VANCOUVER -- The British Columbia government says it can't be sued over the decision of Crown prosecutors to stay attempted murder charges against Robert Pickton in 1998 -- four years before the remains of dozens of women were found on the serial killer's farm, including many who vanished after he was accused of trying to kill a sex worker from Vancouver.
The families of four women whose remains or DNA were found on Pickton's property filed a lawsuit in May targeting the provincial and federal governments, the City of Vancouver, Pickton's siblings and Pickton himself.
The provincial government has filed an application in B.C. Supreme Court asking that the allegations targeting B.C.'s criminal justice branch be removed from the statements of claim.
The lawsuits allege, among other things, that prosecutors were negligent when they decided not to put Pickton on trial for attempted murder in early 1998. The lawsuits also claim the Crown should have warned sex workers in Vancouver about Pickton in light of the attempted murder charge.
But the B.C. government's notices of application say Crown lawyers are immune from most claims of negligence, unless there is clear evidence of "deliberate and malicious" conduct.
"The notice of civil claim in this case includes no pleading of malice on the part of the Crown counsel involved," says one of four notices filed with the court last week.
"This is clearly not a claim of malicious prosecution.

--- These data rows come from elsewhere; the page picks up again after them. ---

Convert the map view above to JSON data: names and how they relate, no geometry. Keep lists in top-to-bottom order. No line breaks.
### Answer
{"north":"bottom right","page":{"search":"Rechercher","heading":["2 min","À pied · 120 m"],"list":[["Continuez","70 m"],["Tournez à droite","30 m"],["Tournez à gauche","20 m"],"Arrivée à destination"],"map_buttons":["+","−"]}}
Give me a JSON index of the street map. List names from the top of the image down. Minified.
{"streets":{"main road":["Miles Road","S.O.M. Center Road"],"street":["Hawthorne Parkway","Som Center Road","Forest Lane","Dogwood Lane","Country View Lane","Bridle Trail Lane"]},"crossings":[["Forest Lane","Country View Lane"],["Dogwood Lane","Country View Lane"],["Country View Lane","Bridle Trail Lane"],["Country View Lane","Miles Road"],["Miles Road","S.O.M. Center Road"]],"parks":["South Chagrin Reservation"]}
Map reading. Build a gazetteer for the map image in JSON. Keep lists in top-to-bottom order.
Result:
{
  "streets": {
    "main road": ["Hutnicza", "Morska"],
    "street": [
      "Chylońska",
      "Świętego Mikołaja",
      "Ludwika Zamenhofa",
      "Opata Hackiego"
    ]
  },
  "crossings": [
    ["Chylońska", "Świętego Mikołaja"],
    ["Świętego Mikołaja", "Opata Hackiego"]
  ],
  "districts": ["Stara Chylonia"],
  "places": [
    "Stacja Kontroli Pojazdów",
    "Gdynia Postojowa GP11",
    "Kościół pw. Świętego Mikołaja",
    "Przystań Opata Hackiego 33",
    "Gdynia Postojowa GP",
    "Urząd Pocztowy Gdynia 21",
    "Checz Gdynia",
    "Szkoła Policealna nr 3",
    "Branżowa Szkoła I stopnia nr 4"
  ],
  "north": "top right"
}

It is therefore plain and obvious that it has no reasonable chance of success."
The notices also argue Crown prosecutors don't have a duty to warn the public.
In March 1997, Pickton and a sex worker became entangled in a violent confrontation at his property in Port Coquitlam, B.C., leaving the woman with injuries so severe she died on the operating table before she was revived.
The sex worker, whose name remains covered by a publication ban, had a set of handcuffs locked on one of her wrists -- the key to which was later found in Pickton's pocket.
Days before Pickton was set to stand trial, a Crown prosecutor decided not to go ahead. Crown counsel Randi Connor told a public inquiry last year that she believed the sex worker's drug use meant she wasn't in a condition to testify.
Between January 1998, when the charges against Pickton were stayed, and his arrest in February 2002, 19 women disappeared and were later connected to Pickton's farm.
Also after Pickton's arrest in 2002, forensic investigators found the DNA of three missing women on evidence they seized from the 1997 attack, including clothing and a condom package.
The lawsuits involve the daughters and sons of Dianne Rock, Sarah de Vries, Cynthia Feliks and Yvonne Boen.
The statements of claim allege the Vancouver police and the RCMP botched their respective investigations into missing sex workers from the Downtown Eastside and failed to warn women in the neighbourhood that a serial killer was likely at work.
Boen's and Feliks' children also allege they were harmed by the insensitive manner in which they were informed of their mothers' deaths.
Pickton was eventually convicted of six counts of second-degree murder.
When Pickton lost his appeals for those convictions, charges related to the murders of 20 other women, including Rock, de Vries and Feliks, were stayed by the Crown. Boen is among six women whose remains or DNA were found on the Pickton property but for which no charges were ever laid.
The statements of claim contain allegations that haven't been tested in court.
None of the defendants have filed statements of defence, and the province's recent notice of application makes no mention of any of the other allegations in the families' lawsuits.